Exclusion criteria included insufficient outcome data to determine failure or lack of recurrence; clinically evident or pathology-proved recurrence before PET/MR imaging (NI-RADS 4); or an incomplete PET/MR imaging acquisition. Of the 50 studies initially evaluated, 4 studies were excluded according to these criteria, and 46 studies were subsequently interpreted for NI-RADS scoring.

### Image Interpretation and NI-RADS Scoring

Structured reporting with NI-RADS is not the standard reporting practice at our institution. Therefore, each of the 46 studies was retrospectively interpreted and scored by 2 board-certified neuroradiologists in independent reading sessions.
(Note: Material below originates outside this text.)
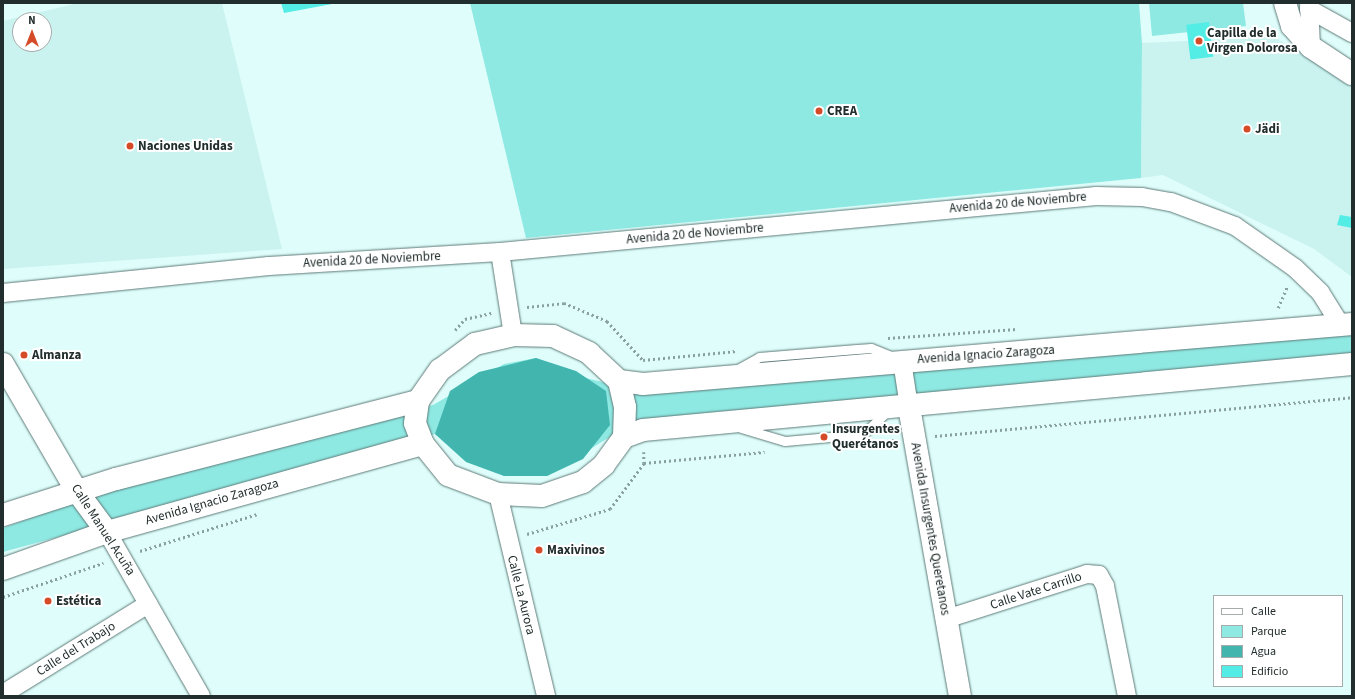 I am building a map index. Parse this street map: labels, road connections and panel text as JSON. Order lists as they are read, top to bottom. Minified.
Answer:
{"streets":{"main road":["Avenida Ignacio Zaragoza","Avenida Insurgentes Queretanos","Calle Manuel Acuña"],"street":["Avenida 20 de Noviembre","Calle Vate Carrillo","Calle La Aurora","Calle del Trabajo"]},"crossings":[["Avenida 20 de Noviembre","Avenida Ignacio Zaragoza"],["Avenida Ignacio Zaragoza","Avenida Insurgentes Queretanos"],["Avenida Ignacio Zaragoza","Calle Manuel Acuña"],["Avenida Insurgentes Queretanos","Calle Vate Carrillo"],["Calle Manuel Acuña","Calle del Trabajo"]],"places":["Capilla de la Virgen Dolorosa","CREA","Jädi","Naciones Unidas","Almanza","Insurgentes Querétanos","Maxivinos","Estética"],"legend":["Calle","Parque","Agua","Edificio"],"north":"top"}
When scoring each study, readers first assigned a suspicion score of 1–3 based on MR images alone, followed by a NI-RADS score of 1–3 based on the entire PET/MR imaging study. The criteria used for assigning PET/MR imaging NI-RADS scores were similar to those established by the American College of Radiology for contrast-enhanced CT and PET/CT, with a focus on evaluating both FDG uptake on PET and tissue enhancement on postcontrast T1-weighted MR images. While the MR imaging acquisition included DWI and T2-weighted sequences, no specific evaluation criteria for these sequences were prescribed to the readers. Perineural spread of tumor was evaluated as a primary site finding. NI-RADS 4 “definite radiologic progression” can be subjective and difficult to define with specific criteria, especially compared with some NI-RADS 3 findings. One recommended approach to discerning NI-RADS 3-versus-4 findings is to confer with referring clinicians.13 Therefore, in this retrospective design, readers did not assign NI-RADS 4. Separate scores were assigned to the primary tumor site and the neck; therefore, each reader assigned 4 scores to each study. Studies were reviewed by using a clinical PACS on diagnostic workstations (Carestream Health; Philips Healthcare). Consensus PET/MR imaging–based NI-RADS scores for each of the studies were assigned during a second reading session.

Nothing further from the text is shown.